ASSIGNMENT: Scan the material for the word "lists", then return every line where it appears.

TASK MATERIAL:
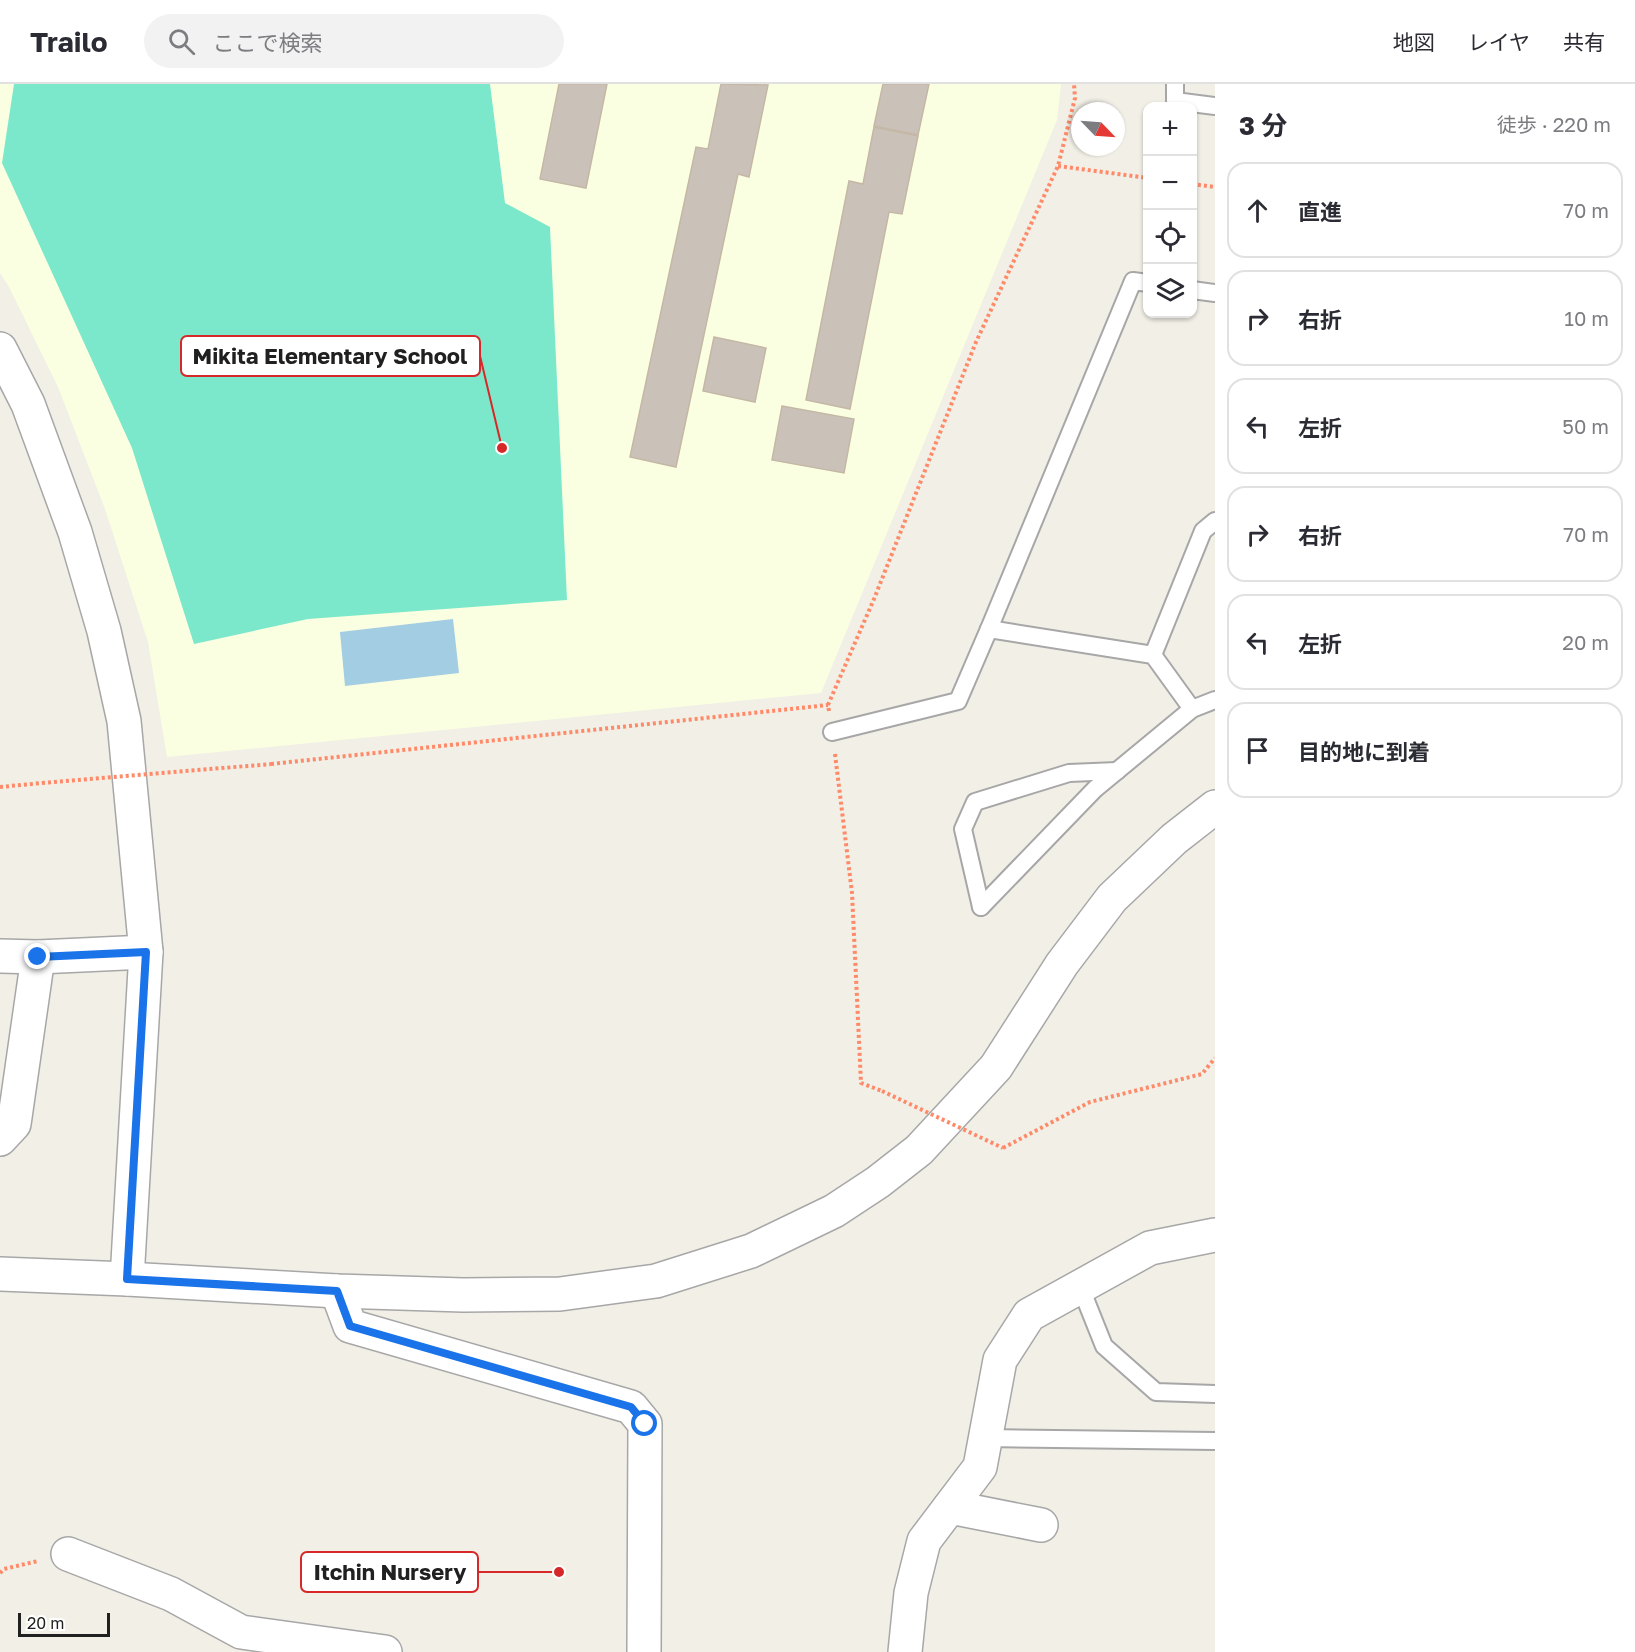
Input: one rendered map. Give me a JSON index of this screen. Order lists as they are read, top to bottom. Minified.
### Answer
{"places":["Mikita Elementary School","Itchin Nursery"],"scale_bar":"20 m","north":"bottom right","page":{"header":"Trailo","search":"ここで検索","nav":["地図","レイヤ","共有"],"heading":["3 分","徒歩 · 220 m"],"map_buttons":["+","−"],"list":[["直進","70 m"],["右折","10 m"],["左折","50 m"],["右折","70 m"],["左折","20 m"],"目的地に到着"],"scale":"20 m"}}
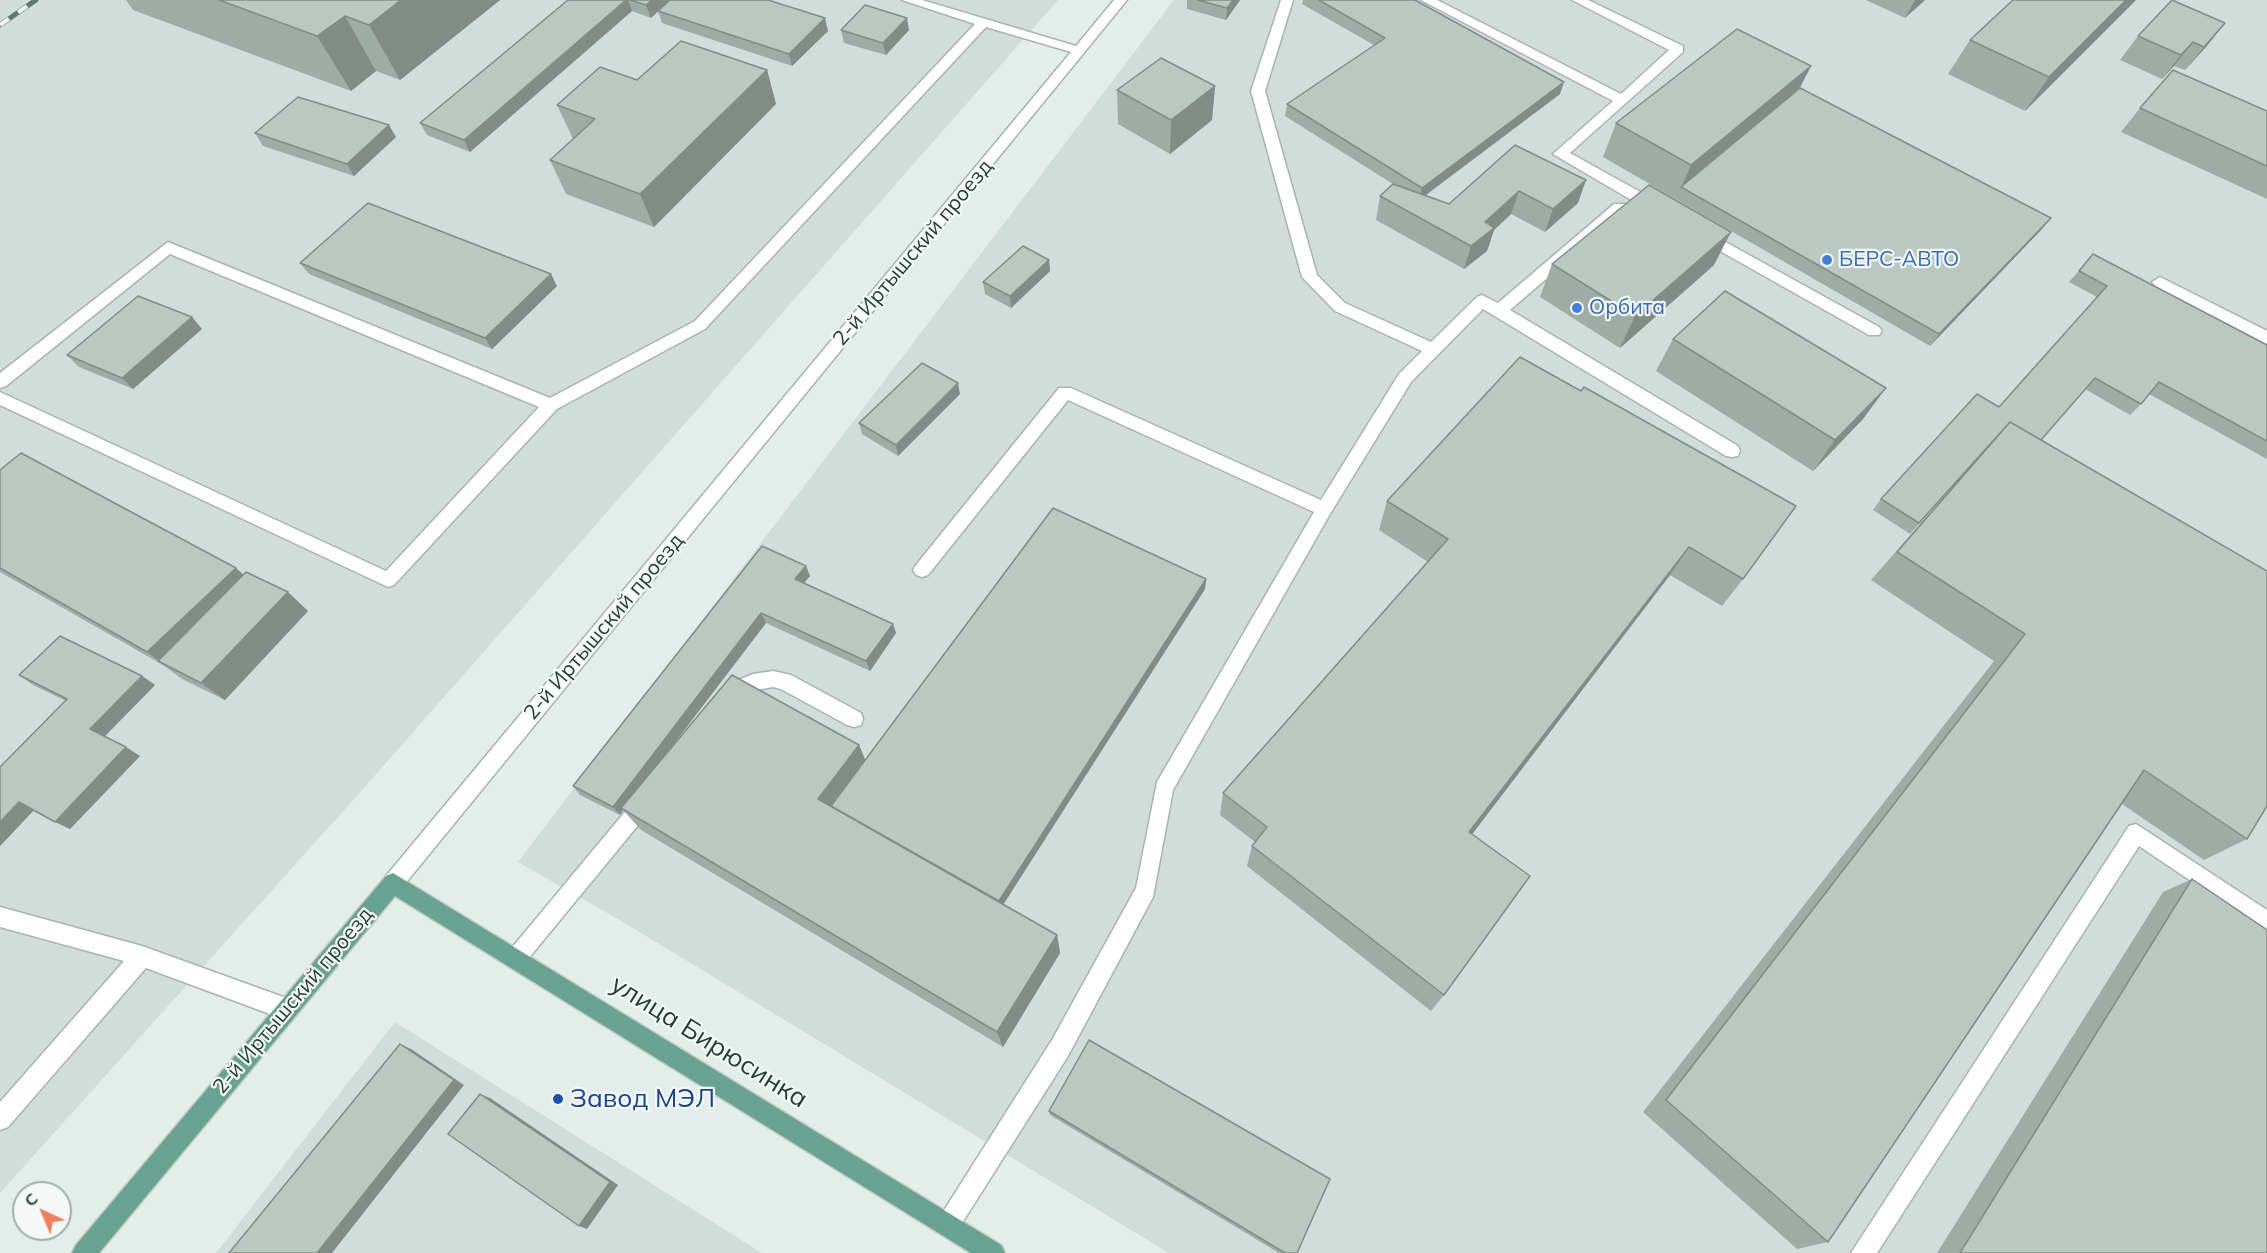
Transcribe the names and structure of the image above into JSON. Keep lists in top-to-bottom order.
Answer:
{
  "streets": {
    "main road": ["2-й Иртышский проезд", "улица Бирюсинка"]
  },
  "crossings": [
    ["2-й Иртышский проезд", "улица Бирюсинка"]
  ],
  "places": ["БЕРС-АВТО", "Орбита", "Завод МЭЛ"],
  "north": "top left"
}
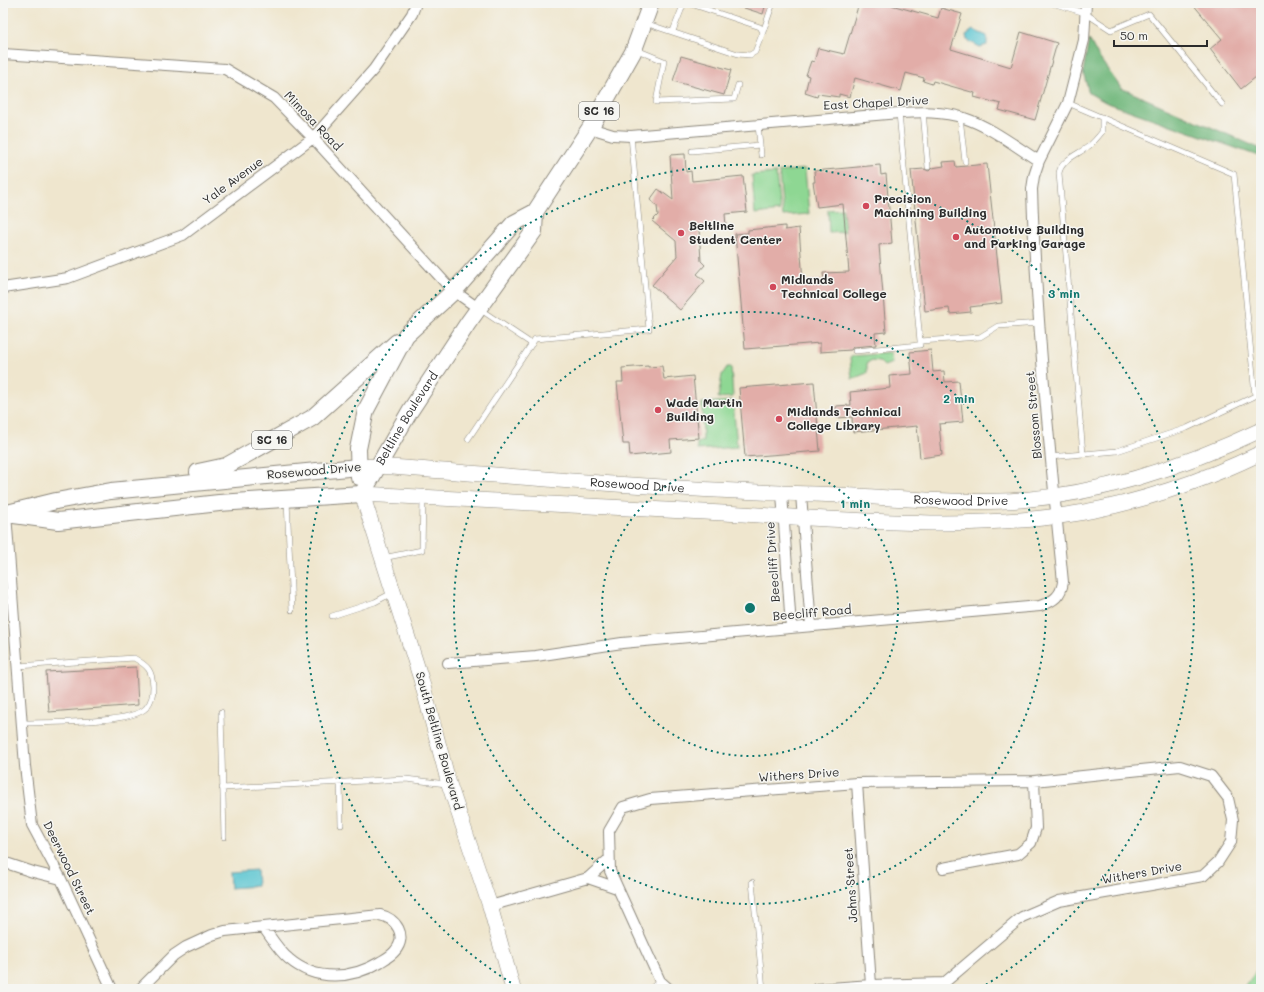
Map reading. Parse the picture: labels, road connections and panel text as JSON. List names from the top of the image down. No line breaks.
{"streets":{"main road":["SC 16","Beltline Boulevard","Rosewood Drive","South Beltline Boulevard"],"street":["East Chapel Drive","Mimosa Road","Yale Avenue","Blossom Street","Beecliff Drive","Beecliff Road","Withers Drive","Deerwood Street","Johns Street"]},"crossings":[["East Chapel Drive","Beltline Boulevard"],["SC 16","Beltline Boulevard"],["SC 16","Rosewood Drive"],["Mimosa Road","Yale Avenue"],["Mimosa Road","Beltline Boulevard"],["Blossom Street","Rosewood Drive"],["Blossom Street","Beecliff Road"],["Beltline Boulevard","Rosewood Drive"],["Beltline Boulevard","South Beltline Boulevard"],["Rosewood Drive","Beecliff Drive"],["Rosewood Drive","Beecliff Road"],["Rosewood Drive","South Beltline Boulevard"],["Rosewood Drive","Deerwood Street"],["Beecliff Drive","Beecliff Road"],["Withers Drive","Johns Street"]],"places":["Precision Machining Building","Beltline Student Center","Automotive Building and Parking Garage","Midlands Technical College","Wade Martin Building","Midlands Technical College Library"],"scale_bar":"50 m","rings":["3 min","2 min","1 min"]}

WRITTEN SOLUTION:
Input: one rendered map. Give me a JSON index of this screen. Order lists as they are read, top to bottom. Minified.
Transcribe the names and structure of the image above into JSON. Keep lists in top-to-bottom order.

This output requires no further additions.